The stores looked amazing, images below from Doug’s book about Esprit.
Remember how we were talking Esprit=Zeitgeist? The Esprit store in LA was where Sarah Jessica Parker’s character worked in LA Story.
By 1986, Esprit grew to be a 800 Million dollar business. However, sales started to decline.
Customers were maybe over big, blocky pastels and primary colored pieces, department stores were asking for lower prices, and Doug’s stores were visionary, but not in the right locations. All the attention had been paid to the front of the house, while the back end was in disarray, and couldn’t cover the deficit in sales.
In 1988, Doug and Susie divorced.
Then things got weird. Doug and Susie appointed an interim board to pick which of them got to lead Esprit. The board picked Doug. Susie left, and Doug kept being ahead of the tide as far as culture goes.
In 1989, Doug took out an ad in Utne Reader, asking for a decline in conspicuous consumption. People were shocked, and the LA times asked, “Did Esprit define the New Spirit?”
He totally had, but the new execs at Esprit weren’t really happy about it.
They wanted Susie, and her on trend pieces, and the sales to match, back.
The way the couple had split meant that Doug was supposed to buy out Susie’s shares. But he didn’t. Perhaps, maybe this anti-consumer move was supposed to lessen the value of Esprit, and Susie’s buyout?
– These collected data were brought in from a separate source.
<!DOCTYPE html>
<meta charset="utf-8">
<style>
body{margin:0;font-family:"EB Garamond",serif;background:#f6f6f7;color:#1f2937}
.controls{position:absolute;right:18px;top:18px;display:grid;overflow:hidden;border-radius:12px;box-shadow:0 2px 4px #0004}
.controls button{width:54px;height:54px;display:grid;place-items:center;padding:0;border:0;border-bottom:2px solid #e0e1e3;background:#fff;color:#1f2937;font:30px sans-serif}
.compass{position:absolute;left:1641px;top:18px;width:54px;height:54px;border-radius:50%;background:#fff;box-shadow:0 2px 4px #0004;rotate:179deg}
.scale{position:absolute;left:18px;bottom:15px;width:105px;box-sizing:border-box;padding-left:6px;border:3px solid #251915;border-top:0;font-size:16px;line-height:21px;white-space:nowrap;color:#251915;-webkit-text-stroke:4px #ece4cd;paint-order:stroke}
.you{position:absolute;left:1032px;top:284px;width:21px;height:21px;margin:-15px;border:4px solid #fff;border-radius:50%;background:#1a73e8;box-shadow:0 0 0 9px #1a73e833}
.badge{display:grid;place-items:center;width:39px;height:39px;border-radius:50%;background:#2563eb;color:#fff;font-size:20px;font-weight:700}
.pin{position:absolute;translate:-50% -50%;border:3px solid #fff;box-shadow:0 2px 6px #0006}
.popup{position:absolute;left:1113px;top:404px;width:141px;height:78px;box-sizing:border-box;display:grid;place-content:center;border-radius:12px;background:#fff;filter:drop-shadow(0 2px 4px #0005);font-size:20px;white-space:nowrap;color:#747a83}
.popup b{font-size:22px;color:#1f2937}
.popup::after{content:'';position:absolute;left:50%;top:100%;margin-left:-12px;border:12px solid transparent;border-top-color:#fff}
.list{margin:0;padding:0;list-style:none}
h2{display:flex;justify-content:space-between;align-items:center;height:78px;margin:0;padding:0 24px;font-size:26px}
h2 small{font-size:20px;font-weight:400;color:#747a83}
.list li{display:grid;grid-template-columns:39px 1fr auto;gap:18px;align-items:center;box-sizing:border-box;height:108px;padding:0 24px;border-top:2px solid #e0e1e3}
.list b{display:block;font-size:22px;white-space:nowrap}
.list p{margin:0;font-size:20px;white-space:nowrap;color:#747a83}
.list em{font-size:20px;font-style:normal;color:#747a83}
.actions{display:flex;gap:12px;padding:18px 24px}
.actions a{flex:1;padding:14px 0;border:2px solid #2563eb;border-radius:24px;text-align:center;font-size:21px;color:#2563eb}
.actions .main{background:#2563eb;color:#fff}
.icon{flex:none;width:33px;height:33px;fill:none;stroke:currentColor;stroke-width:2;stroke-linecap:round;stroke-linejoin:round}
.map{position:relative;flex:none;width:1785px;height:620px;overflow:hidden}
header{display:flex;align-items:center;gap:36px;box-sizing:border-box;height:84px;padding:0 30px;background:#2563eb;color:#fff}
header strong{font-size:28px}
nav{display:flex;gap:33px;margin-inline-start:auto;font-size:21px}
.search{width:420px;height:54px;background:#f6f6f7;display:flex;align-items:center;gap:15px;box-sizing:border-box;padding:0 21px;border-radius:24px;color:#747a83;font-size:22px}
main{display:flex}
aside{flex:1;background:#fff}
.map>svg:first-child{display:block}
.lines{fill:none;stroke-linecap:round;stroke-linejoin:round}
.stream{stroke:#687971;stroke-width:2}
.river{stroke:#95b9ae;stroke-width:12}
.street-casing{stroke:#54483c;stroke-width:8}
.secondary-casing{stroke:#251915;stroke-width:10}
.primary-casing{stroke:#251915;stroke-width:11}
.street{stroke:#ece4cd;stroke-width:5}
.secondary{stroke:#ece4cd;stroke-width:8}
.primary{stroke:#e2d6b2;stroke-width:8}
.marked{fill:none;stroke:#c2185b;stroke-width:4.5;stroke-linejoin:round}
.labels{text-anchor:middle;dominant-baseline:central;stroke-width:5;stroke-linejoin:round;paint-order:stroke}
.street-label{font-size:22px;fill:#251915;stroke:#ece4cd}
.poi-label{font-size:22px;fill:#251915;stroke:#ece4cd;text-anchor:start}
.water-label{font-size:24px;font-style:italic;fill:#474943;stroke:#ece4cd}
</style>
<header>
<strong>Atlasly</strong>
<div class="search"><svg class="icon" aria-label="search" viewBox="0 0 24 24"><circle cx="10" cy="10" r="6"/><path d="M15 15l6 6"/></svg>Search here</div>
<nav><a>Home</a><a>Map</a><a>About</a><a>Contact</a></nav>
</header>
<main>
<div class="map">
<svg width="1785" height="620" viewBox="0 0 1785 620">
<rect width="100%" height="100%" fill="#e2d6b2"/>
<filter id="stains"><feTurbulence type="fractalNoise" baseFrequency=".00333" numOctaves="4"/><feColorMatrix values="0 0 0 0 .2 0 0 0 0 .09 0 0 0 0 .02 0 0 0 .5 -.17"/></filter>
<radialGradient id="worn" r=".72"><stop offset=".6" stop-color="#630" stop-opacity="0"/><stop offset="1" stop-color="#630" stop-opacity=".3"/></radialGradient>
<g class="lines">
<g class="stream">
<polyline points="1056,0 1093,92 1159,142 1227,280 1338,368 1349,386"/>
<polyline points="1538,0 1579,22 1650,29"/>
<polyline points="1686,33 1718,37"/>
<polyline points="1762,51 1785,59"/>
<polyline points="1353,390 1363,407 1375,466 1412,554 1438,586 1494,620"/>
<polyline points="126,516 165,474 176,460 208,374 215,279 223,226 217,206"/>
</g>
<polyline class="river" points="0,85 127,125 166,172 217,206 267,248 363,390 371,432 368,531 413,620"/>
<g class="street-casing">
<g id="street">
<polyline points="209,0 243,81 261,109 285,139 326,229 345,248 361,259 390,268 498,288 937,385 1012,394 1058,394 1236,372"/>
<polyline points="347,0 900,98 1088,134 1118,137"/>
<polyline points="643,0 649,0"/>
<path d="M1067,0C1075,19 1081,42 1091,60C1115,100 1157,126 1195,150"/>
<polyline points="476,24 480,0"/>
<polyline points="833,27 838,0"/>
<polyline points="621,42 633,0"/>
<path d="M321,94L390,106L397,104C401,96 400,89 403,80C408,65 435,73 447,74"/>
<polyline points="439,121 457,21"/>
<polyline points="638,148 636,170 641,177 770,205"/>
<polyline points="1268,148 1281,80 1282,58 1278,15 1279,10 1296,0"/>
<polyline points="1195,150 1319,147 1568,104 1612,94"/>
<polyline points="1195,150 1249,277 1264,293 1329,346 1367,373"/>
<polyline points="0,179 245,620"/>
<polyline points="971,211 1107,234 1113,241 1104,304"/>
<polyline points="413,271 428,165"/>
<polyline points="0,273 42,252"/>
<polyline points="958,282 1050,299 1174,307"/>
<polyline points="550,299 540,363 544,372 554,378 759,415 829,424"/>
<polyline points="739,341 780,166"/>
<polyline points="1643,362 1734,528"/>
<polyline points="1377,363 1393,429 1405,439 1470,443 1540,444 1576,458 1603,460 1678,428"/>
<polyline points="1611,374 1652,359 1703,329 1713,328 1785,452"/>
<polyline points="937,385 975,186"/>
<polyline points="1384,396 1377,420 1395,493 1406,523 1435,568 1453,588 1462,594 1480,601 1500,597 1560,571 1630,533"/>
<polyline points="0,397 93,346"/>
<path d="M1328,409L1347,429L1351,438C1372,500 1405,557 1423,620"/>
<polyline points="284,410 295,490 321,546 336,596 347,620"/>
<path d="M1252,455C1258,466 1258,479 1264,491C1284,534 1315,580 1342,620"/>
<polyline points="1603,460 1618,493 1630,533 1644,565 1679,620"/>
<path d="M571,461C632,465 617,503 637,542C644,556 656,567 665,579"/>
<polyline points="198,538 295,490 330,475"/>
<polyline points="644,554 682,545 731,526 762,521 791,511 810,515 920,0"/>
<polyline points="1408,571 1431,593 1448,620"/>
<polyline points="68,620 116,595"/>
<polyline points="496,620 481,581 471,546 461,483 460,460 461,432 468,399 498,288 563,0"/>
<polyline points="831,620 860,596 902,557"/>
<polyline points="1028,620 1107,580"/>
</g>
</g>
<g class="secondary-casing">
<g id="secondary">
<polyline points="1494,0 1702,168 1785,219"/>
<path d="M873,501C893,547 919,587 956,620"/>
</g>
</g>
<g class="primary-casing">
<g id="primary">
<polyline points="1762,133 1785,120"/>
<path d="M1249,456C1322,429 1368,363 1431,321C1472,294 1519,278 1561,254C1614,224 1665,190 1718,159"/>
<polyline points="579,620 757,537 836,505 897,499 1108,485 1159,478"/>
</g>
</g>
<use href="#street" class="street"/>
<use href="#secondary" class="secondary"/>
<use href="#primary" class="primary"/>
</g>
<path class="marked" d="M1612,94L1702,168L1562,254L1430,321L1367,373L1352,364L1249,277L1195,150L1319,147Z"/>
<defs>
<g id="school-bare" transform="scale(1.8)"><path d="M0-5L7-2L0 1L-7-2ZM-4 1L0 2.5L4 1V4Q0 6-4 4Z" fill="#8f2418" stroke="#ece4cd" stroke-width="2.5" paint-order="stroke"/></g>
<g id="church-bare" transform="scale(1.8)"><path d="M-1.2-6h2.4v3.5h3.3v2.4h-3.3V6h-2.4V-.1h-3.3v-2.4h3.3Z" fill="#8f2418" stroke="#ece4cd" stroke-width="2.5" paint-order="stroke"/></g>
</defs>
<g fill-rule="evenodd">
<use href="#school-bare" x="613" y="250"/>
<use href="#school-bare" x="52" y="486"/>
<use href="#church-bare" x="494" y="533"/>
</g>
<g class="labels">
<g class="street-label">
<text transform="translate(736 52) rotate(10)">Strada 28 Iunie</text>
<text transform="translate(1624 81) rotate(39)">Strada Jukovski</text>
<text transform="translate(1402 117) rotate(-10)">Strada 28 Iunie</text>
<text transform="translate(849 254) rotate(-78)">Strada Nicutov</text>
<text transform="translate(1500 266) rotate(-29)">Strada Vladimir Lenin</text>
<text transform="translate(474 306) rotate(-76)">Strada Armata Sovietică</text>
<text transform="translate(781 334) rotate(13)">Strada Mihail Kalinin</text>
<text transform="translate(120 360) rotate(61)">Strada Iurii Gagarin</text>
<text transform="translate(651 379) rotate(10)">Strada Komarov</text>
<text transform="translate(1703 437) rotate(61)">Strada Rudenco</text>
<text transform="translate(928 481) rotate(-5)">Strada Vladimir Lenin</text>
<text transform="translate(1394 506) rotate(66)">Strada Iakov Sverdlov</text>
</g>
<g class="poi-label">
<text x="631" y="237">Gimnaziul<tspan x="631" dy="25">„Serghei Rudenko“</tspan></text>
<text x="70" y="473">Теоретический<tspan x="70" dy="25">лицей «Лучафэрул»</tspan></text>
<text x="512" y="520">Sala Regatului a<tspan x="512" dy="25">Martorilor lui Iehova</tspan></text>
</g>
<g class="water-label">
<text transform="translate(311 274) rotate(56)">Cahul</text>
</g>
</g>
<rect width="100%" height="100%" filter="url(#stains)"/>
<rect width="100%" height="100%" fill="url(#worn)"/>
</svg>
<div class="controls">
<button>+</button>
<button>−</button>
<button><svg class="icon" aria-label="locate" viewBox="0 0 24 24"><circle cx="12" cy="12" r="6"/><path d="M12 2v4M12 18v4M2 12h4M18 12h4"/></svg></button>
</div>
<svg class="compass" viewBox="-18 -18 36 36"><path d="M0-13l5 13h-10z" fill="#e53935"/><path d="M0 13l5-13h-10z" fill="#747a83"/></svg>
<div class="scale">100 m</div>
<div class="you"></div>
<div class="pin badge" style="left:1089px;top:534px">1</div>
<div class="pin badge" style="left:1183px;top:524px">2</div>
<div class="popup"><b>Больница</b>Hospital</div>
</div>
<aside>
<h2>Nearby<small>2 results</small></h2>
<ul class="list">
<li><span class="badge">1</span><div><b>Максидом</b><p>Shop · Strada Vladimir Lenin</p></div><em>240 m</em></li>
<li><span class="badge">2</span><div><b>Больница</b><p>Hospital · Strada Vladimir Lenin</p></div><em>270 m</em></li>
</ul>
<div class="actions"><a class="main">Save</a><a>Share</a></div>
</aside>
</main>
Was he being sneaky and trying to ruin the company? So Susie rallied people to take over Esprit. Other companies tried to buy it. It got tense.
Susie came out on top with Esprit.
Doug took his buyout and ended up being a big environmentalist. He owns a huge environmental foundation in Chile, which he runs with his wife since 1993, Kris, the former CEO of Patagonia.
Susie, meanwhile, was at work in 1992: making new lines (Susie Tompkins signature collection bombed…can’t find any pictures)
and new ad campaigns that attracted attention…but not sales.
Maybe you remember this one?
Esprit tried to figure out what to fix. They eliminated all the hippie + forward-thinking perks, and the progressive ads, but the company still ended up being bandied about to several buyers and CEOs.
Susie is now mostly known for being a Democratic fundraiser, and maybe Hilary Clinton’s best friend. She’s currently not funding Obama as of 2012, because she’s disappointed in his environmental leadership.
Esprit is now based in Hong Kong. It’s earnings were down 98% in 2011.
“The brand has gradually lost its soul over the past few years. The heritage of the brand has been neglected and the company lost its customer focus,” Group CEO Ronald Van Der Vis said in a statement [in 2011].
They planned on dealing with that by spending $6.8 billion Hong Kong ($872.9 million) over four years to reshape its brand. The company will create a trend unit based in Paris and a design center in China so that hot fashion trends can be brought to market faster.
Oy. They posted their first annual loss since the IPO in 1993, in 2012.
A variety of missteps, lawsuits, changing tastes, and maybe just bad taste led to the current state of Esprit. Or, if Esprit is a metaphor about American culture and ethics, and maybe the decline of the company from idealistic brand to being destroyed by it’s own greed and then sold to Hong Kong where it now focuses on fast fashion products for nations other than the US is indicative of the decline of American culture and civilization as a whole?
Nah. It’s just about clothes, right?